交通事故の賠償金は弁護士に依頼することで大幅に増加する場合があります

 

交通事故が発生した後、保険会社に任せきりというケースがほとんどのようです。

保険会社の担当者は、普段接する機会が少ない方々ですので、とても敷居が高い印象もあるでしょう。
提示された賠償金の金額が適正かどうかもわからないという方もいらっしゃいますが、多くのケースで、保険会社が提示した金額よりも多くの賠償金を取得できる可能性があります。

まずは弁護士に相談されることを強くお勧めします。

 

保険会社に対する意識

 被害者の方の多くは、それまで交通事故にあったことがなく、交通事故に関する知識、治療の進め方や賠償交渉についてのノウハウに乏しいケースがほとんどです。
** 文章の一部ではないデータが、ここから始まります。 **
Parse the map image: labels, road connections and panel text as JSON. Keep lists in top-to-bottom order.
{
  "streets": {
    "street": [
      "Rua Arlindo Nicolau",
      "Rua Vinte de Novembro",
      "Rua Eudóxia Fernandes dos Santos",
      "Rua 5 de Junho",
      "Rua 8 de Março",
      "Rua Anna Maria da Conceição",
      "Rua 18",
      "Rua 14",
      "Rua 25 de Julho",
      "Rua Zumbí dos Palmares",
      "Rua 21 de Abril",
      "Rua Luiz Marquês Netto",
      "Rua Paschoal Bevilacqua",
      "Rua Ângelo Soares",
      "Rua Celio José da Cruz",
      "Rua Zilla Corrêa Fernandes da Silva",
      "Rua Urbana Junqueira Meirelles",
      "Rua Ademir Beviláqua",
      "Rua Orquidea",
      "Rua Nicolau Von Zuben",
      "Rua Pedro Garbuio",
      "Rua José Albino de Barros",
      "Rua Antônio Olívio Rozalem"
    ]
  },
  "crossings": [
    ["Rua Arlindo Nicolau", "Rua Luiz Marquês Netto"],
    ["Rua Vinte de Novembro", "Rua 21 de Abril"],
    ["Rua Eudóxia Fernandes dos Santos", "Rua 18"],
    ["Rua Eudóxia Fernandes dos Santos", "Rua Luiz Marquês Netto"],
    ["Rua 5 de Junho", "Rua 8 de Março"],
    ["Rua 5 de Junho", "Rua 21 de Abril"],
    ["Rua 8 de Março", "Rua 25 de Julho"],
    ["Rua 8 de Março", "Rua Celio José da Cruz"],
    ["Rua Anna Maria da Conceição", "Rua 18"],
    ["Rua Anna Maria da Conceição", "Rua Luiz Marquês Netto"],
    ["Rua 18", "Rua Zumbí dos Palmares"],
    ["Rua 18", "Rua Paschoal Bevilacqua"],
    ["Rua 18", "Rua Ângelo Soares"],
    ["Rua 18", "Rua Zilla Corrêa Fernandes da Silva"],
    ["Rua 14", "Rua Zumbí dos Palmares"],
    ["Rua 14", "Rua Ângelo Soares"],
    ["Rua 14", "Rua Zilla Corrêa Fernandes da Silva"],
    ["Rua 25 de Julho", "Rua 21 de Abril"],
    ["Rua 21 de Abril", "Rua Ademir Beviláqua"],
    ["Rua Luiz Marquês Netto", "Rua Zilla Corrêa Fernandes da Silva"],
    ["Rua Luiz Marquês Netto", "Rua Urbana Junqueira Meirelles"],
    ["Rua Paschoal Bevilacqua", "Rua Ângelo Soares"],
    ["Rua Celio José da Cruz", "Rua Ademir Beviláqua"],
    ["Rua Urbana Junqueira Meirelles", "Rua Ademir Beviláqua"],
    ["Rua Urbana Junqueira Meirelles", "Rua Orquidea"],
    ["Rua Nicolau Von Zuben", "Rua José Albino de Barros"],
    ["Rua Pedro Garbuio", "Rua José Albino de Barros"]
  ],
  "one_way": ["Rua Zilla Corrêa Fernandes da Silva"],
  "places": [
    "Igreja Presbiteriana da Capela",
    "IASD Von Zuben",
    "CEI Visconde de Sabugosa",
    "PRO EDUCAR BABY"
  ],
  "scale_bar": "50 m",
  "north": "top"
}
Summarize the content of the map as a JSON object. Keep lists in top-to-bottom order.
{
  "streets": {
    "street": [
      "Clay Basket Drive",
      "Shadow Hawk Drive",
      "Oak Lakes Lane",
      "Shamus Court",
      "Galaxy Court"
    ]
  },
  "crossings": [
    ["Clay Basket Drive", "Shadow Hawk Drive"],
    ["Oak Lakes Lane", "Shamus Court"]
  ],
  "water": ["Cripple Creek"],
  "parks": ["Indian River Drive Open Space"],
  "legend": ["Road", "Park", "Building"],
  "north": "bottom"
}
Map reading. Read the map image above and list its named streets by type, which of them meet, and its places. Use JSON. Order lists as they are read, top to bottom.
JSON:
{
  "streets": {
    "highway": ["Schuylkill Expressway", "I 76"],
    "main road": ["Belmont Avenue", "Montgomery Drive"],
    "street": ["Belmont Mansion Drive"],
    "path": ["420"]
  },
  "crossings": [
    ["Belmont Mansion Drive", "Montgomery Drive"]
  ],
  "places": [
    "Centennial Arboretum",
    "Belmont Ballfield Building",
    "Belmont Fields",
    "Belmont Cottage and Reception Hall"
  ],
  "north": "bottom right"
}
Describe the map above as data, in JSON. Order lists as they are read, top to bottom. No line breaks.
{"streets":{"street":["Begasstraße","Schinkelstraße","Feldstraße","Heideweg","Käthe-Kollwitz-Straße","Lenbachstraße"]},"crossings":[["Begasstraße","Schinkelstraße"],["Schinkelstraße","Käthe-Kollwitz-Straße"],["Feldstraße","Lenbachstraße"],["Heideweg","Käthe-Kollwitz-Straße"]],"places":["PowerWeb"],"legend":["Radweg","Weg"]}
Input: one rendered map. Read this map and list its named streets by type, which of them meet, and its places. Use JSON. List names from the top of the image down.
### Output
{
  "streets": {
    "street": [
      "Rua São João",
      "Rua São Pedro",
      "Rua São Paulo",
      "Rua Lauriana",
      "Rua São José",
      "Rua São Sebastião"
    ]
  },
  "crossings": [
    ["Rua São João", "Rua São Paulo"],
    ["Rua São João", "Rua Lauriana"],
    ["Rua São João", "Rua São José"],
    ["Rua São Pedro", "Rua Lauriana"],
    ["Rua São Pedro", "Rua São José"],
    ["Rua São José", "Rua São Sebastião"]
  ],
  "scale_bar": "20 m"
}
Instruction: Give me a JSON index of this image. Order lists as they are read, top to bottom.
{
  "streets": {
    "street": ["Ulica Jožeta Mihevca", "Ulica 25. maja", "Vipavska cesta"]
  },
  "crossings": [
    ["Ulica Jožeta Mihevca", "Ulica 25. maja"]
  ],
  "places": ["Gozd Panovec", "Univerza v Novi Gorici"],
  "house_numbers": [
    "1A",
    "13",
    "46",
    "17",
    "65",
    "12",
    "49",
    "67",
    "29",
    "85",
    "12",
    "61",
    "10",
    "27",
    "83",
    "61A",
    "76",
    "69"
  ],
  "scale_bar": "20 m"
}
一方、相手方となる保険会社は、交通事故処理のプロであり、豊富な知識と経験を有しているため、被害者の方は、「保険会社が言っていることなんだから、正しいだろう」「きちんと賠償すると言ってくれているから、任せておけば大丈夫」などと考えてしまいがちです。

 

 しかし、保険会社は、あくまで営利を目的とした組織であり、保険会社の利益とは、支出(賠償金)をできる限り抑えることです。事故担当者の中には事案解決に向けて努力されている方もいるでしょうが、会社のため、なるべく支出を抑えたいと考えているのが通常です。

 

 このように、保険会社は、被害者の方と利害が対立する立場にあるのですから、被害者の味方とは限らないのです。

 

 したがって、交通事故に遭い、相手方保険会社と対峙することになったときは、利害の対立する相手方として意識し、安易に保険会社の提案に応じないようにする必要があります。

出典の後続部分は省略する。